Sarita has other amusing ways of passing time. If she is not cruising on Hill Road or speeding on the highway in her Pajero, she is imagining the books on her shelves as couples…the fat one and the thin one, the tall one and the short one, thus relocating both, herself and the audience, to an entertaining, other world.
And then, one day, she has a visitor. Her son, Ajay, arrives from Singapore, unannounced, with bag and baggage, ‘to stay for a while’. As the play progresses, we learn that Ajay has a lot of baggage. He has not visited her all these years, after his father’s funeral; but, like most children living abroad, ensured she is well looked after. At first, Sarita doesn’t recognise him. When he introduces himself she is not exactly overjoyed, proclaiming, “Ajay is such a horribly dull name!” Introductions over, the lights go off and both of them pull sheets over themselves to slip into comforting slumber. She on her single bed, he on the drawing room armchairs, joined together.
Through snatches of their conversation over the next few days, we see their past unfold. Sarita had eloped with the Christian Isaac who had named their son Ajay to, perhaps, assure his father-in-law that he had not imposed Christianity on Sarita. But Ajay, played by Abhishek Saha, is disturbed by his mother’s odd behaviour--scolding the plants for not flowering, insisting he dress up for ‘the concert’ in formal trousers and his father’s stylish jacket, emulating her favourite Olympics gymnast, Nadia Comaneci--and he decides she needs therapy.

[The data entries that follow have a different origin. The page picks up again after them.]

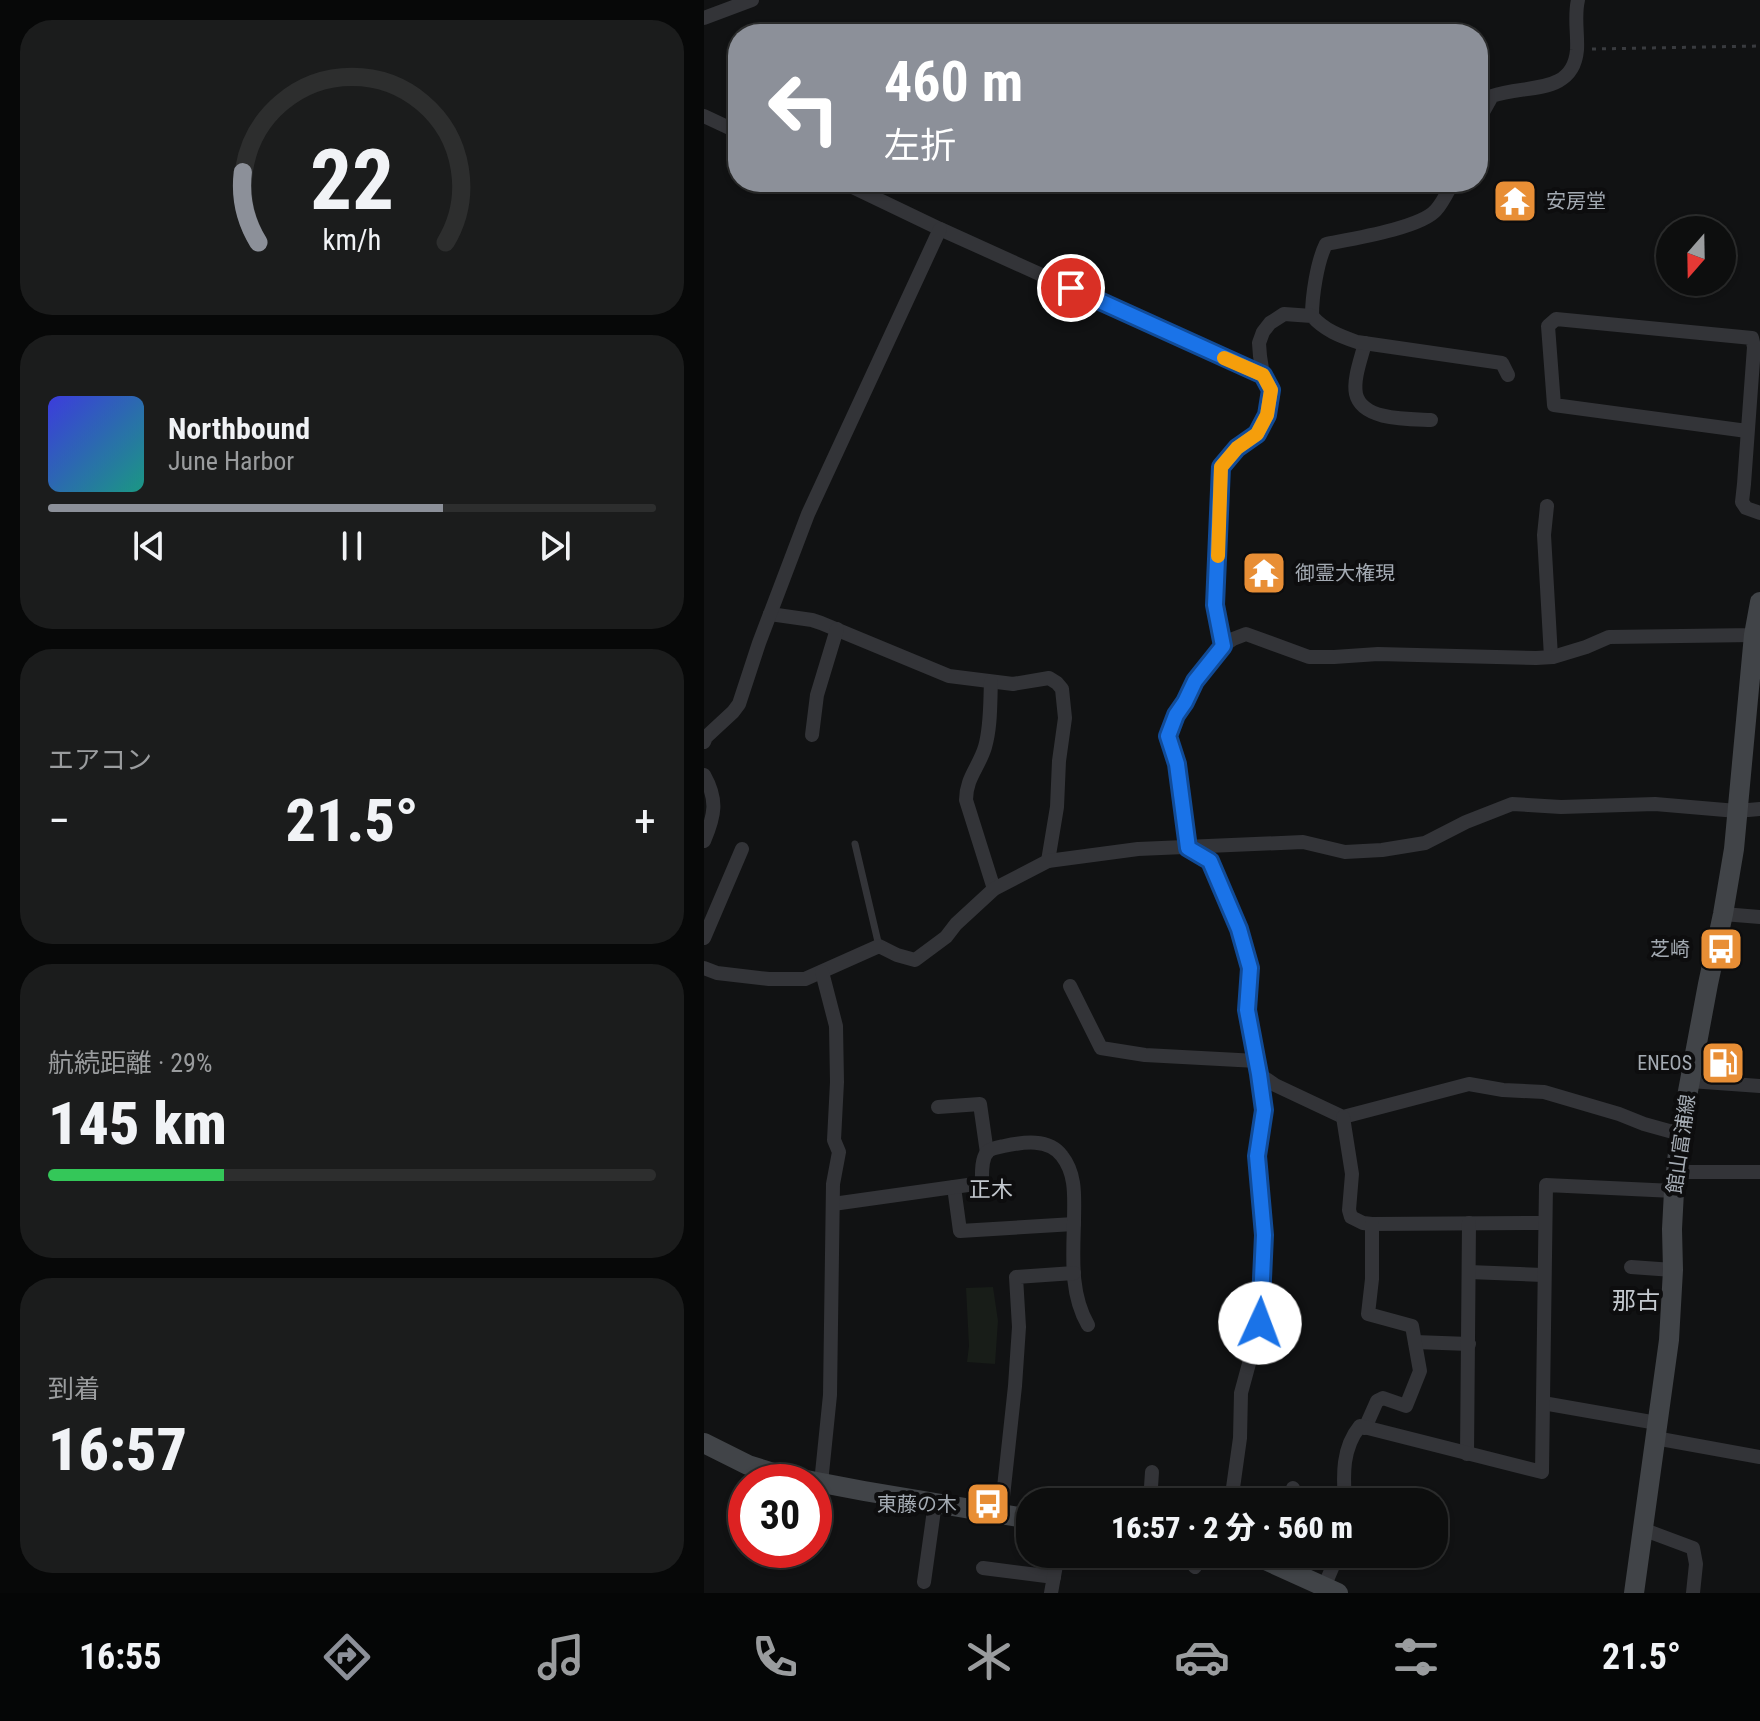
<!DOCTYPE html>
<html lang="ja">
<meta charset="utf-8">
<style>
:root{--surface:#0d0e0e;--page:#1b1c1c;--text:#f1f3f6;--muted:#9a9c9e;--line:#2d2e2e;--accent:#8c9099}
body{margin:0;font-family:"Roboto Condensed","Noto Sans JP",sans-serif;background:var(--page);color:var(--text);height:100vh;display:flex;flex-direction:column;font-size:30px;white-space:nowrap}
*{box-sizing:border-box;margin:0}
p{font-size:26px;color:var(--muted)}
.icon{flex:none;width:44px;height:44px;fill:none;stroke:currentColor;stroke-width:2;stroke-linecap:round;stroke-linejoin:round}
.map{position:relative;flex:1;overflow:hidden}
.panel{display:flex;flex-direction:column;gap:20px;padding:20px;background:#070808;width:704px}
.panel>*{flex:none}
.top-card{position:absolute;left:24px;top:24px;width:760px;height:168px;border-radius:32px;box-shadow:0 2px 6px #0004,0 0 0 2px var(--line);background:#8c9099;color:#fff;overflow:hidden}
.needle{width:52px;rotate:200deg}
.tools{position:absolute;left:952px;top:216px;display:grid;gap:16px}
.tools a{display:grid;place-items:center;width:80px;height:80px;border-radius:50%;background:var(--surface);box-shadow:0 2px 6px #0004,0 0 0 2px var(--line);font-size:40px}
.speed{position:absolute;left:24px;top:1464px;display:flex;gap:16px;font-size:40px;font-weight:700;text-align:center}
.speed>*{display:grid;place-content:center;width:104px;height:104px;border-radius:50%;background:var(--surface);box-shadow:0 2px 6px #0004,0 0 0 2px var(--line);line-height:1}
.speed .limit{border:12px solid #d22;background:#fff;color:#111}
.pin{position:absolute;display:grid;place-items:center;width:68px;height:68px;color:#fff;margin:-34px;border:4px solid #fff;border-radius:50%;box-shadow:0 2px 8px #0007}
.me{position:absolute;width:88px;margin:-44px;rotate:2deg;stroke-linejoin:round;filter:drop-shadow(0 0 6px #0008)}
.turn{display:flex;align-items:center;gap:28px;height:168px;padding:0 24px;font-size:36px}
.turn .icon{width:104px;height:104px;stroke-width:2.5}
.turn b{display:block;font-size:56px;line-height:68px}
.big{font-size:60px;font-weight:800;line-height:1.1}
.panel .tile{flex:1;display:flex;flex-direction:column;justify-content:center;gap:12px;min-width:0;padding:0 28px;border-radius:32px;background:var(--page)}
.panel .dial{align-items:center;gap:0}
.dial svg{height:208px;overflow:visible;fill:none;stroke:var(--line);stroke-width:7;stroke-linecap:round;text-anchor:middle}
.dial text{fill:var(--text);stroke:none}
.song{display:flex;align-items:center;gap:24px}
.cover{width:96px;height:96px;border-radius:12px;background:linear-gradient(135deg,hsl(240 70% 55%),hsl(170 70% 35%))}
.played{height:8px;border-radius:4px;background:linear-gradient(90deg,var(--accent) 65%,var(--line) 65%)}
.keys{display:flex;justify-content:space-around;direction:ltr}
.heat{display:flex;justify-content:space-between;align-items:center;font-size:44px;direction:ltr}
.charge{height:12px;border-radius:6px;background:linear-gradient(90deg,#34c759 29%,var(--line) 0)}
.trip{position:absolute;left:312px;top:1488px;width:432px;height:80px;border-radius:32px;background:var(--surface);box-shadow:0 2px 6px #0004,0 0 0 2px var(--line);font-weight:800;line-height:80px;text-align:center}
.dock{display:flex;height:128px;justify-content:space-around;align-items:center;background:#050606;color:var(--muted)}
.dock .icon{width:56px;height:56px}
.dock .active{color:var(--accent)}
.dock b{font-size:36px;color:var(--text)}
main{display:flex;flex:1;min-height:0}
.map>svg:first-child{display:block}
.green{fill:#181d18}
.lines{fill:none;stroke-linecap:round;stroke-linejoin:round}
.path{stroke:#393b3f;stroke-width:3;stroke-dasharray:4 6;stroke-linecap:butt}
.lane{stroke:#333438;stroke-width:7}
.street{stroke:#333438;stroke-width:14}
.secondary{stroke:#414448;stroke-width:20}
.route-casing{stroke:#114b97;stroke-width:20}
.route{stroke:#1a73e8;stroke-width:14}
.slow{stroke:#f59e0b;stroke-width:14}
.labels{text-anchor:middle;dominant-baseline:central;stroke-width:8;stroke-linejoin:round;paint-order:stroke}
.poi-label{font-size:20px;fill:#a4abb3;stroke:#0d0d0e;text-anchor:end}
.street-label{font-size:20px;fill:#a4abb3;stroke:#0d0d0e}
.neighbourhood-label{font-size:22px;fill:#c4c9cf;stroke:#0d0d0e}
.quarter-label{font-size:24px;fill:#c4c9cf;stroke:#0d0d0e}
</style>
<main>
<section class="panel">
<div class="tile dial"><svg viewBox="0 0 100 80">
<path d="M14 69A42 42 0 1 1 86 69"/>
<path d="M14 69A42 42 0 0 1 8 42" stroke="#8c9099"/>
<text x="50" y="56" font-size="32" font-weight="700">22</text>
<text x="50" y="72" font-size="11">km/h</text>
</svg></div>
<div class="tile">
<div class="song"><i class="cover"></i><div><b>Northbound</b><p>June Harbor</p></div></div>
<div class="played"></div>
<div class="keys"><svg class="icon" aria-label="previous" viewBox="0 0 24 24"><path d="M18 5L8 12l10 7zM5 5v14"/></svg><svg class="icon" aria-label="pause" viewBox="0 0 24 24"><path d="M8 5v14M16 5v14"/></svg><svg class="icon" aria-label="next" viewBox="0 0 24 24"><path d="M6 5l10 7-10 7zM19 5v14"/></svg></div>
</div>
<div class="tile"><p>エアコン</p>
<div class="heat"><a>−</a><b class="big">21.5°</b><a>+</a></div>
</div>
<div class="tile"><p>航続距離 · 29%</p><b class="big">145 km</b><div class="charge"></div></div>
<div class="tile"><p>到着</p><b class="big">16:57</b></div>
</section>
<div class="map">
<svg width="1056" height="1593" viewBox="0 0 1056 1593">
<rect width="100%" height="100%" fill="#111213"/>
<path class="green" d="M289,1287L294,1321L291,1364L263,1362L265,1346L262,1288Z"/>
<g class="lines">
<path class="path" d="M888,49L1056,46"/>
<path class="lane" d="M151,844L175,946"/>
<g class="street">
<path d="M0,18L48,0"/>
<path d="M0,116L34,132"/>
<path d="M774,121L788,96C821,84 869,96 873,50C874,34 870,16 874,0"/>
<path d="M138,182L236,229L559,375"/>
<path d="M608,316C608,296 613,262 622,244C647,239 717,228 732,210C739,202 744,191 749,182"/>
<path d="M661,343C657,359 649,379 652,394C658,421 706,419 727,420"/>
<path d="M1043,431L850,405L844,326L852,319L1048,338L1050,347L1040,484L1038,502L1042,508L1056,513"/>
<path d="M843,506L840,535L847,657"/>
<path d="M66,614L108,620L117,623L245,676L309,684L345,678L353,683L358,689L361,718L355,761L353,807L344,861"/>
<path d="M519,646L511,605L517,467L533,448L553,434L563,415L567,390L559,375L556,356L555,343L559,332L566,323L580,314L608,316C620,330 636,336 653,342L798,363L804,375"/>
<path d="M287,682C286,703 287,726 281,747C275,767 262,778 262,800L290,889"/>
<path d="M108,735L113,695L133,629"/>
<path d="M0,742L2,737L29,712L35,704L55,643L104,514L236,229"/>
<path d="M0,775C14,800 11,815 0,841"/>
<path d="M484,848L473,764L464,736L472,715L481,702L491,681L519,646L529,639L542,634L605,657H630L674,654L832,658L849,657L882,647L905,637L1050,635L1056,631"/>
<path d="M484,848L506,861L535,929L546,968L543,1010L555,1074L560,1110L553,1156L560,1235L556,1323L537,1393L536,1438L527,1502"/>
<path d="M1019,914L1056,917"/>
<path d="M0,938L38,849"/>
<path d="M0,968L13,973L65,979H101L175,946L193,955L211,960L242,937L252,924L290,889L344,861L434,849L599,842L641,852L678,850L721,843L762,822L808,804L857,807L951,804L1033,811L1056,809"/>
<path d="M366,986L397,1048L441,1055L553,1061"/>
<path d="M555,1074L571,1085L639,1117L765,1084L799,1090L840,1092L915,1114L940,1124L976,1134"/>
<path d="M986,1081L1056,1086"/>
<path d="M234,1107L276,1104L283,1153"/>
<path d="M639,1117L648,1174L645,1210L647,1217L659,1223L668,1224L840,1223"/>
<path d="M972,1172H1056"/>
<path d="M250,1187L256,1231L370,1224"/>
<path d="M129,1204L278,1183C278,1174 277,1160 283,1152C287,1148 295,1147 300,1146C319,1142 345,1138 358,1156C373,1175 370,1199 370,1222C369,1257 366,1294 384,1325"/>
<path d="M927,1267L969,1270"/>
<path d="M765,1272L839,1275"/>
<path d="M711,1342L765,1344"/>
<path d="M839,1403L953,1423"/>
<path d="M661,1428L673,1401L679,1398L702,1406L716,1371L708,1326L664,1314L668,1279V1224"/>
<path d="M951,1438L1056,1457"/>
<path d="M763,1454L765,1223"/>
<path d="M117,1483L126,1395L129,1184L135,1152L130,1140L133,1082L132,1026L118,972"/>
<path d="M446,1502L448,1472"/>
<path d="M584,1502L589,1488"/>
<path d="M641,1502C639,1475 638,1448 656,1426L838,1472L842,1185L970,1191"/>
<path d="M297,1515L311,1386L315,1327L312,1277L370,1273"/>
<path d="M938,1529L989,1548L992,1564L989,1593"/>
<path d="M491,1567L495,1554"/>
<path d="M279,1568L350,1577"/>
<path d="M220,1582L231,1503"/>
<path d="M620,1587L634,1554"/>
<path d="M347,1593L354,1554"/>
</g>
<g class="secondary">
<path d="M0,1443L44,1465L76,1475L160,1491L326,1519"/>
<path d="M548,1554L634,1593"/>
<path d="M930,1593L965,1340L969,1270L968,1229L970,1191L976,1134L1004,984L1019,914L1030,849L1050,635L1056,602"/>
</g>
</g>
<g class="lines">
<g class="route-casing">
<path id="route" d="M367,288L559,375L567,390L563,415L553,434L533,448L517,467L511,605L519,646L491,681L481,702L472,715L464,736L473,764L484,848L506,861L535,929L546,968L543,1010L555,1074L560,1110L553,1156L560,1235L556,1323"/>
</g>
<use href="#route" class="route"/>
<path class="slow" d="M514,556L517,467L533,448L553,434L563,415L567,390L559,375L520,358"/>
</g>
<defs>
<g id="temple-square" transform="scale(2.3)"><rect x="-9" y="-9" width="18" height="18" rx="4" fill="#e88e35" stroke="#0d0d0e"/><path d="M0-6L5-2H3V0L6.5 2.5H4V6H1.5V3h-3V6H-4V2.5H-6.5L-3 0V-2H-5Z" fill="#fff"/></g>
<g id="bus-square" transform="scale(2.3)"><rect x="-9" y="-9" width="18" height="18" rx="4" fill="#e88e35" stroke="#0d0d0e"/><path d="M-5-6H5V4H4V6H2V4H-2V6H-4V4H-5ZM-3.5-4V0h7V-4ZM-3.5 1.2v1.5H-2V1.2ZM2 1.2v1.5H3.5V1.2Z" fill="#fff"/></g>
<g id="fuel-square" transform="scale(2.3)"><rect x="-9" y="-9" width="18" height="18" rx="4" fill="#e88e35" stroke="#0d0d0e"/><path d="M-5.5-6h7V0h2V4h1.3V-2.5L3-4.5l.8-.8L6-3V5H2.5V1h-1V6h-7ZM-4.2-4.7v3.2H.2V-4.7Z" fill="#fff"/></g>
</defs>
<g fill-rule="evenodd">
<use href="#temple-square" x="811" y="201"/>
<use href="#temple-square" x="560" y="573"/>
<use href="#bus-square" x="1017" y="949"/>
<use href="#fuel-square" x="1019" y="1063"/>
<use href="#bus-square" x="284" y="1504"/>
</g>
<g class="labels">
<g class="poi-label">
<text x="842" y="201" text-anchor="start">安房堂</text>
<text x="591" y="573" text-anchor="start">御霊大権現</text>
<text x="986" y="949">芝崎</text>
<text x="988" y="1063">ENEOS</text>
<text x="253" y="1504">東藤の木</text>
</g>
<g class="street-label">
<text transform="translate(977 1144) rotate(-82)">館山富浦線</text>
</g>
<g class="neighbourhood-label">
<text x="287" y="1189">正木</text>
</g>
<g class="quarter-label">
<text x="932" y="1301">那古</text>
</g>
</g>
</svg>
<div class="tools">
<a><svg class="needle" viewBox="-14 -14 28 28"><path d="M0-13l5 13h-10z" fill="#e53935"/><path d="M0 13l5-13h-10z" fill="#9a9c9e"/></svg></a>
</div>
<div class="speed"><div class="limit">30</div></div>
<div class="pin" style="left:367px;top:288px;background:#d93025"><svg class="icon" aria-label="arrive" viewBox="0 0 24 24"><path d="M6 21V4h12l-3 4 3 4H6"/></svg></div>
<svg class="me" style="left:556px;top:1323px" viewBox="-20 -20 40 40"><circle r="19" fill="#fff"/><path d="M0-13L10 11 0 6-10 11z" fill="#1a73e8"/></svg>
<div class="trip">16:57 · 2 分 · 560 m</div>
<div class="top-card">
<div class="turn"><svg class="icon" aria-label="left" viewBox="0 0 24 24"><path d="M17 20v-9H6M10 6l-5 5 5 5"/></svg><div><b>460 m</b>左折</div></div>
</div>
</div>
</main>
<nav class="dock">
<b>16:55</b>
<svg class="icon active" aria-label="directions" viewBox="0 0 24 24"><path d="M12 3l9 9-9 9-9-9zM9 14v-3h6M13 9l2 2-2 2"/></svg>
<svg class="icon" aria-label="music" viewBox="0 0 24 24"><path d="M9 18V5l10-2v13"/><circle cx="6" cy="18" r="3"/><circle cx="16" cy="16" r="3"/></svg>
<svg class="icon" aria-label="phone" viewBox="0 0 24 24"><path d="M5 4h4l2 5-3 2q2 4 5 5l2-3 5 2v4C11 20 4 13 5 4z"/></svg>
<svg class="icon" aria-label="climate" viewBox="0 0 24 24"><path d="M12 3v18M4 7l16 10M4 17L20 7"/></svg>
<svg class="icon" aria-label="car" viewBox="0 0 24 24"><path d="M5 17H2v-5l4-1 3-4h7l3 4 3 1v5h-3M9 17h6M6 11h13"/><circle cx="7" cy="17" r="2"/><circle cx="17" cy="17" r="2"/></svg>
<svg class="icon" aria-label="filters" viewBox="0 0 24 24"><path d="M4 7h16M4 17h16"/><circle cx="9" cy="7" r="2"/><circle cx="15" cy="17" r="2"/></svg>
<b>21.5°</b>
</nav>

So a dance instructor is brought in to teach Sarita to jive, waltz and do the cha cha. Blithe spirit that she is, Sarita takes to dancing like fish to water and christens her big-built tutor Candy Floss, played by the agile Kunaal Sangtani. Her day is now packed with more fun-filled activities.
Ajay, on the other hand, seems troubled. Finally, one day, he unburdens himself to his Ma. The Ma, who would wait to take him off the school bus with a bottle of lemon juice, mothers him again. When Ajay reveals his marriage is over because he is in love with a man, Sarita is not shocked. “I ran away when I fell in love,” she tells him, proudly. “Ma you are a very brave woman. Running is hard,” replies the forlorn Ajay.
“Come, let us go to Chowpati beach then,” suggests Sarita. Just like when he was a little boy. Through a delightful device of stagecraft, she pulls over both of them, a bedsheet that has a sandy beach, a large beach ball and a pail and spade. If building imaginary sand castles can lessen life’s problems, why not? That is therapy, too.
On another occasion, when Ajay tells her, helplessly, that he is lost, she dismisses it as no big deal. “When I got lost, I would look out for the Xerox shop, the auto stand, Holy Family Hospital and find my way home. Eventually, we make our way home, don’t we?” she tells him, comfortingly.
Sarita’ home is like her: a warm, reassuring space, designed by Sanket Parkhe and Ellias. Bright sofas, colourful bookshelf, potted plants, ironing board, kitchenette, dinky cars, lamps and clothes’ line, lit up magically by Parkhe, reflect Sarita’s sunny temperament.
Revealing more would be a spoiler but when the play ends with two vocalists, Petra Misquitta and Latoya Fern Advani, joining the pianist neighbour to sing a gospel song, This Little Light OF Mine… Let It Shine you know the son will be as brave as his mother and follow his heart.
Speaking to Ellias, the writer-director of this feel-good, fuzzy play, one is curious to know who inspired her to create the quaint Sarita Johnson nee Shetty. “One of my grandmothers had dementia,” replies the multi-faceted Ellais. “When her husband died, she believed he became a bird and flew out of her palm. She became more cute and funny with age. Also more compassionate and open. Sarita is a combination of this grandmother and my parents who had a strong, inter-faith, love marriage.”
Strong, compassionate, non-judgemental, happy…Sarita is all this and more. Can we say the same about the rest of us who don’t hallucinate or suffer from neurocognitive disorder?